The Library of America has other SF titles as well and I am hoping and suspecting that this is a trend that is going to continue. There is a short story collection of H.P. Lovecraft, two volumes of Kurt Vonnegut novels, and a two-volume set of classic science fiction novels spanning 1953-1958. This two-volume series includes:
- Frederick Pohl & C. M. Kornbluth, The Space Merchants
- Theodore Sturgeon, More Than Human
- Leigh Brackett, The Long Tomorrow
- Richard Matheson, The Shrinking Man
- Robert Heinlein, Double Star
- Alfred Bester, The Stars My Destination
- James Blish, A Case of Conscience
- Algis Budrys, Who?
- Fritz Leiber, Big Time
Another popular literary series is the Everyman’s Library, equal in quality with beautiful hardcover books. Like the Library of America, it features prominent fiction and non-fiction classics. There are a sprinkling of SF titles in this series as well.

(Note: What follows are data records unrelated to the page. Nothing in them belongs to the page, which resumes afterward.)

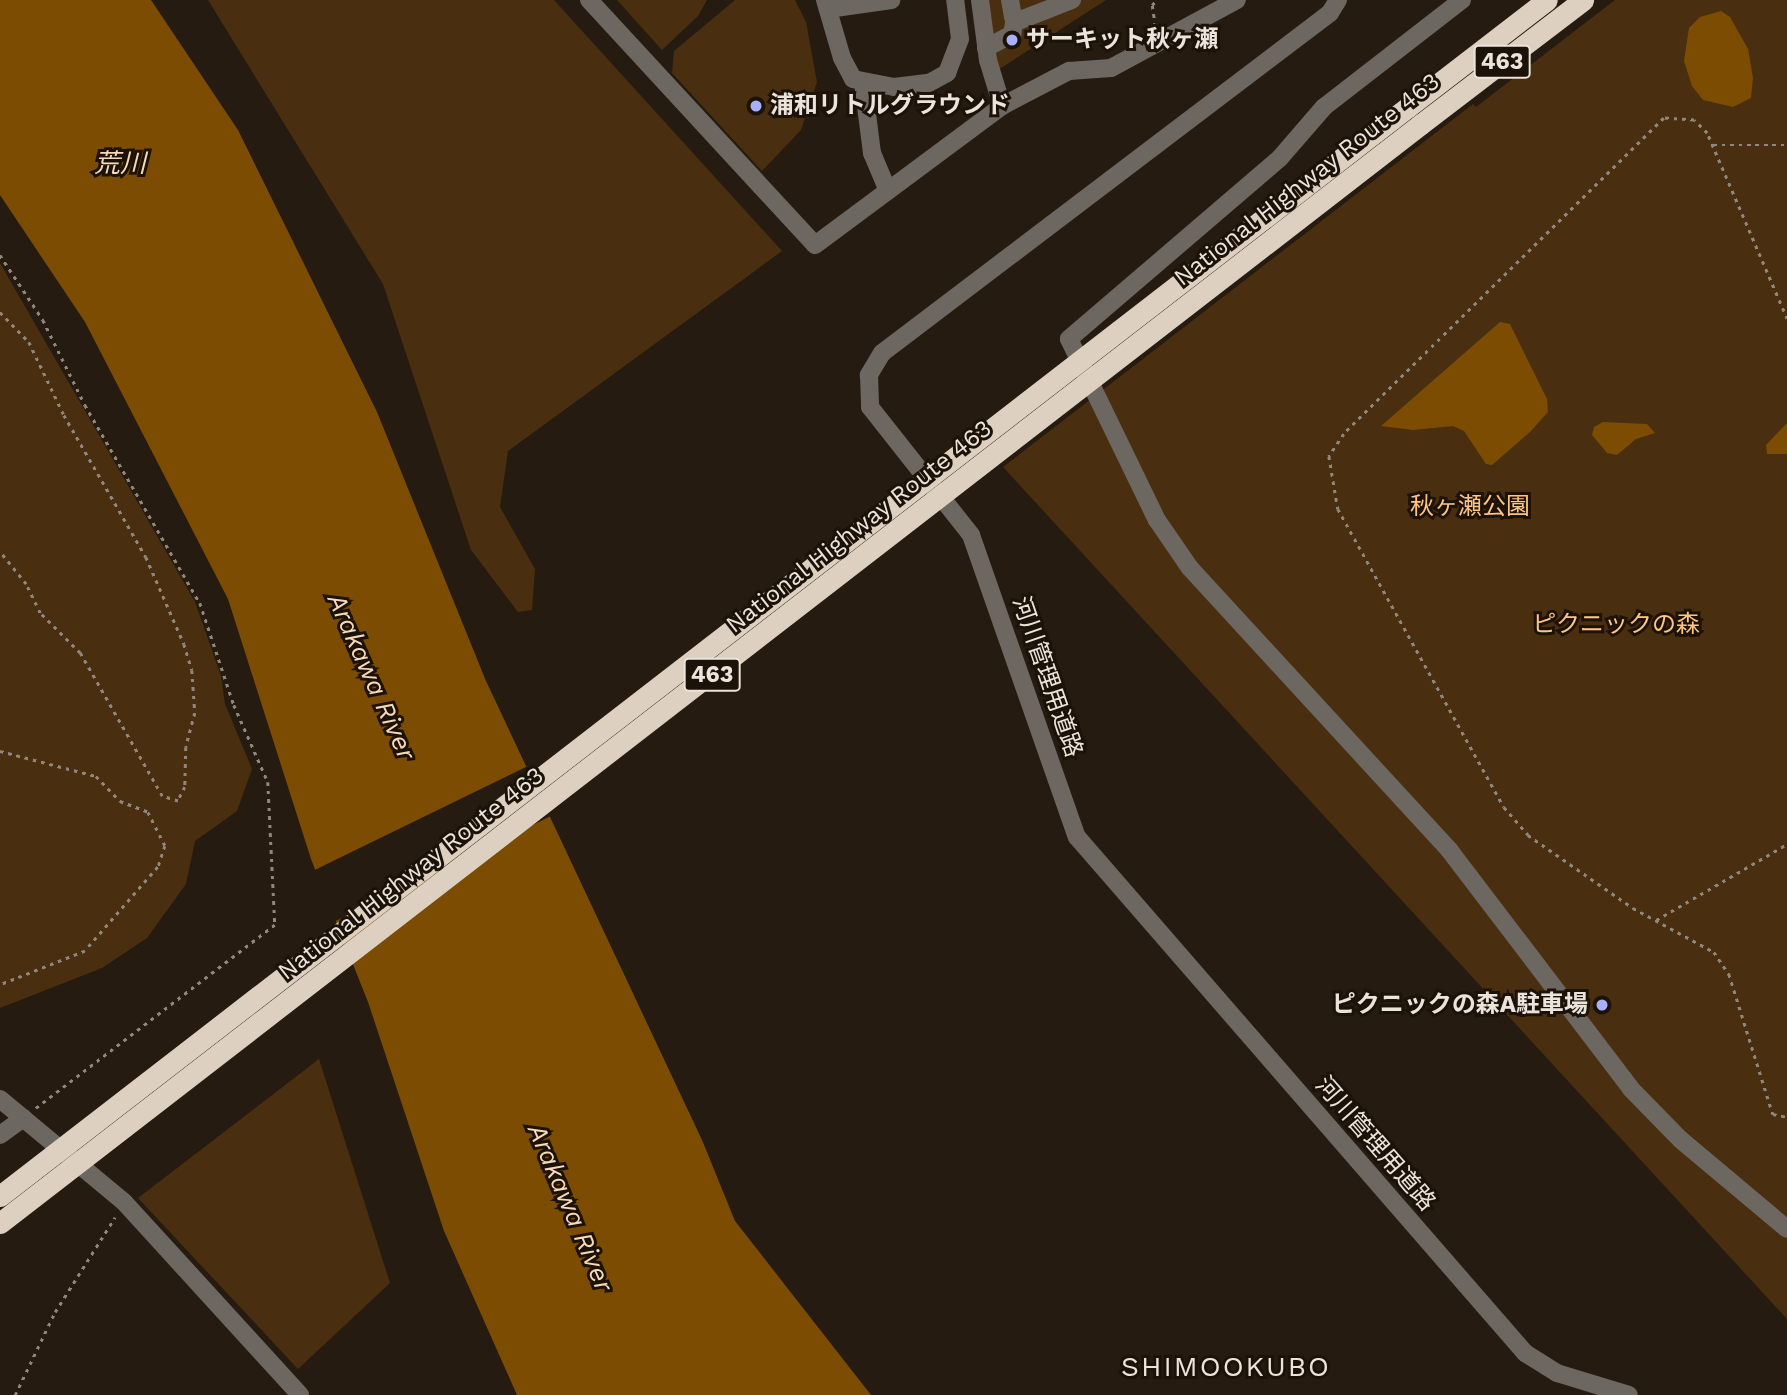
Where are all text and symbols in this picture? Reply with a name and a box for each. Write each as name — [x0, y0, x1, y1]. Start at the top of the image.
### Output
place label: サーキット秋ヶ瀬 — [1026, 26, 1218, 54]
marker: サーキット秋ヶ瀬 — [1004, 32, 1020, 48]
road number: 463 — [1472, 43, 1532, 82]
street label: National Highway Route 463 — [1168, 67, 1446, 293]
place label: 浦和リトルグラウンド — [770, 92, 1010, 120]
marker: 浦和リトルグラウンド — [748, 98, 764, 114]
water label: 荒川 — [94, 148, 146, 180]
street label: National Highway Route 463 — [720, 414, 998, 640]
park label: 秋ヶ瀬公園 — [1410, 493, 1530, 521]
water label: Arakawa River — [320, 589, 422, 765]
street label: 河川管理用道路 — [1006, 593, 1088, 761]
park label: ピクニックの森 — [1532, 611, 1700, 639]
road number: 463 — [682, 656, 742, 694]
street label: National Highway Route 463 — [272, 761, 550, 987]
place label: ピクニックの森A駐車場 — [1332, 991, 1588, 1019]
marker: ピクニックの森A駐車場 — [1594, 997, 1610, 1013]
street label: 河川管理用道路 — [1309, 1071, 1441, 1217]
water label: Arakawa River — [521, 1120, 619, 1296]
district label: SHIMOOKUBO — [1122, 1350, 1330, 1384]

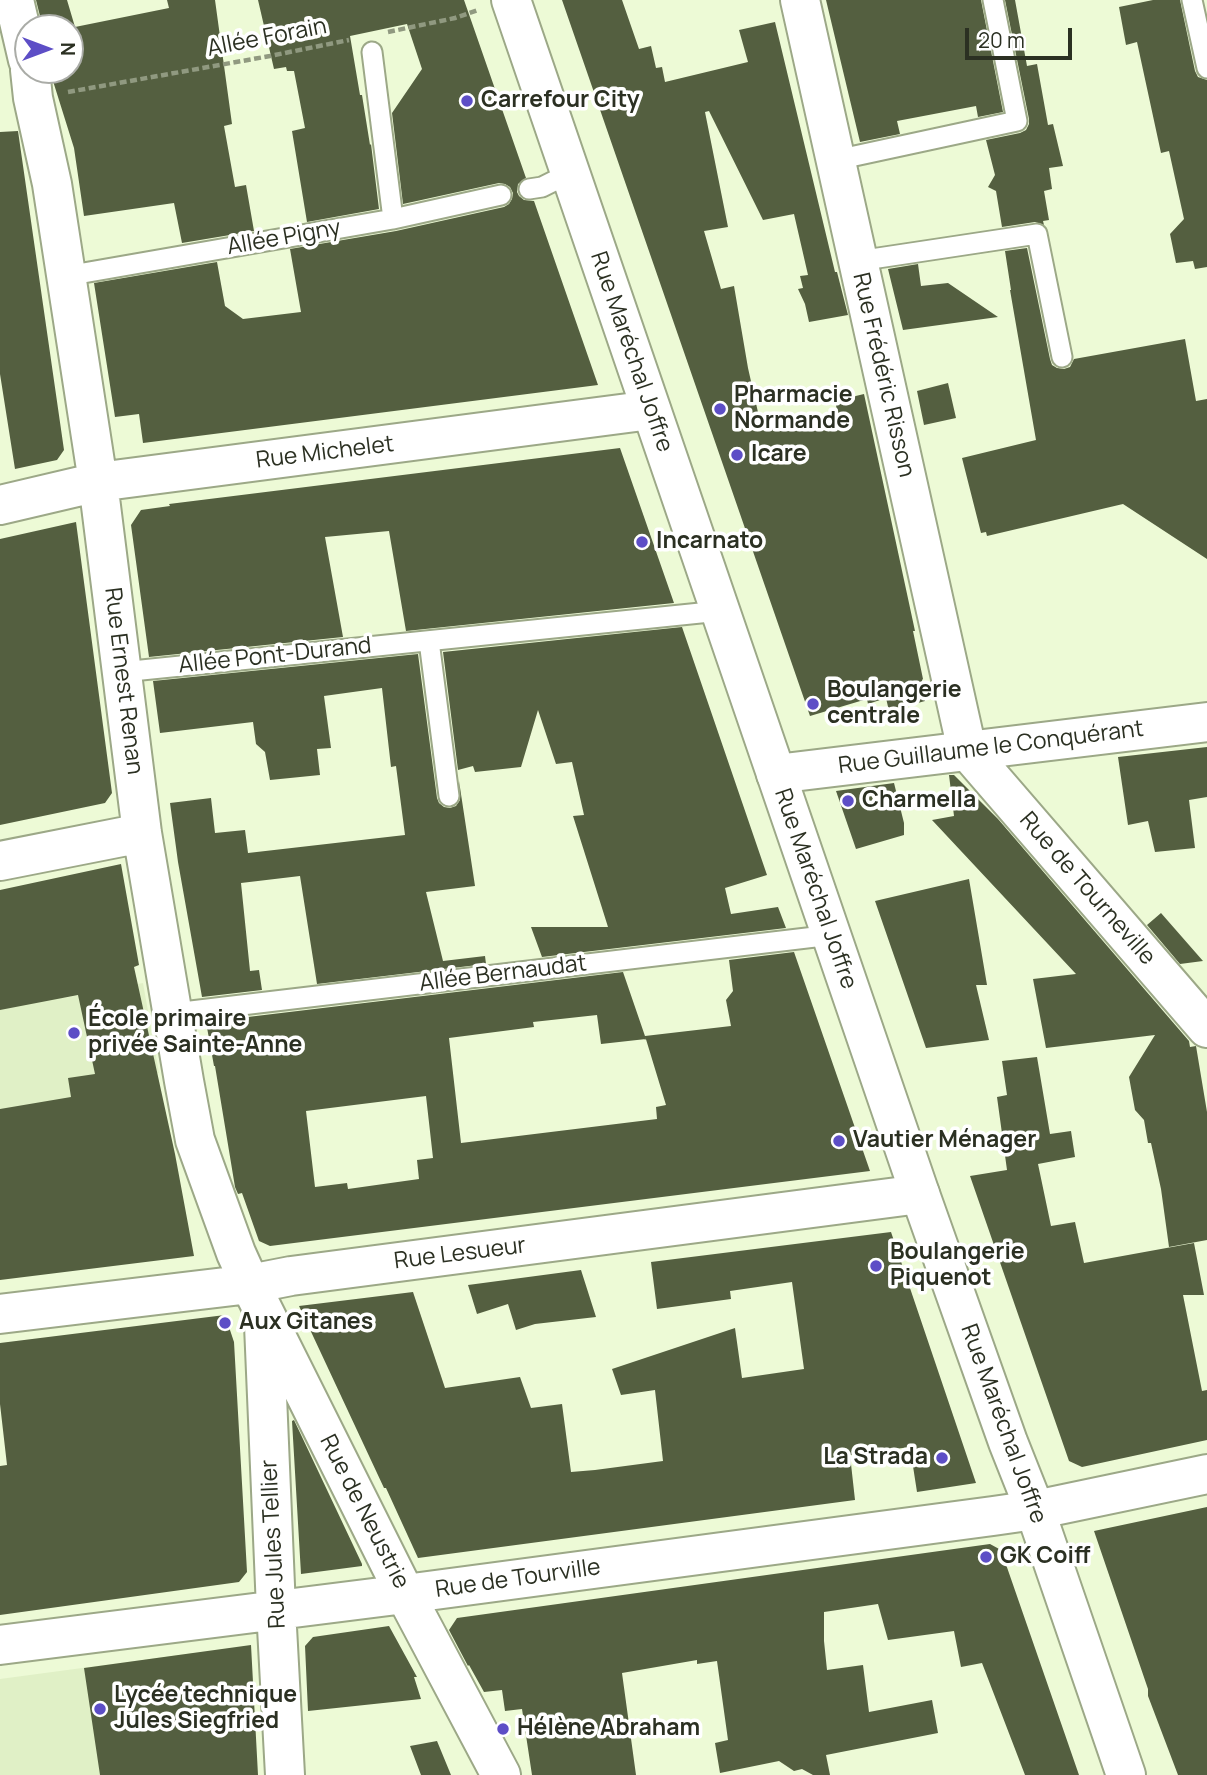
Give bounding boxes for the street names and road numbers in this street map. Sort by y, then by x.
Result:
street label: Allée Forain [205,13,329,63]
street label: Allée Pigny [225,214,343,262]
street label: Rue Maréchal Joffre [584,248,678,456]
street label: Rue Frédéric Risson [846,270,920,480]
street label: Rue Michelet [254,431,396,475]
street label: Rue Ernest Renan [98,586,148,776]
street label: Allée Pont-Durand [177,632,373,680]
street label: Rue Guillaume le Conquérant [837,716,1145,780]
street label: Rue Maréchal Joffre [768,785,862,993]
street label: Rue de Tourneville [1013,807,1161,971]
street label: Allée Bernaudat [418,950,588,998]
street label: Rue Lesueur [393,1232,527,1276]
street label: Rue Maréchal Joffre [954,1321,1052,1527]
street label: Rue de Neustrie [313,1430,415,1594]
street label: Rue Jules Tellier [256,1459,292,1629]
street label: Rue de Tourville [434,1554,602,1604]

This collection includes Mary Shelley’s Frankenstein, Ray Bradbury’s short stories, Isaac Asimov’s Foundation Trilogy, H.G. Wells novels, Bram Stoker’s Dracula, and Philip Pullman’s His Dark Materials. In addition, there are several other authors who push the boundary of speculative fiction in this collection (George Orwell and R.L. Stevenson to name a couple).
It is nice to see speculative fiction being recognized in the company of other classics. Some of the other collections that I haven’t mentioned are the Modern Library collection (a large and diverse series of collections similar to the Everyman’s Library, both in hardcover and paperback), the SF Masterworks collection (a paperback series published by Gollancz), and the Fantasy Masterworks collection (also published by Gollancz).
For those who want a speculative fiction library, there are so many ways to go. The books I mention above are a great place to start, or one can individually seek first edition or collectible books from the novel’s original publishers. In addition, I have seen some beautiful editions of the The Lord of the Rings and I am sure there are many other examples of collectible science fiction that I am unaware of. Happy collecting!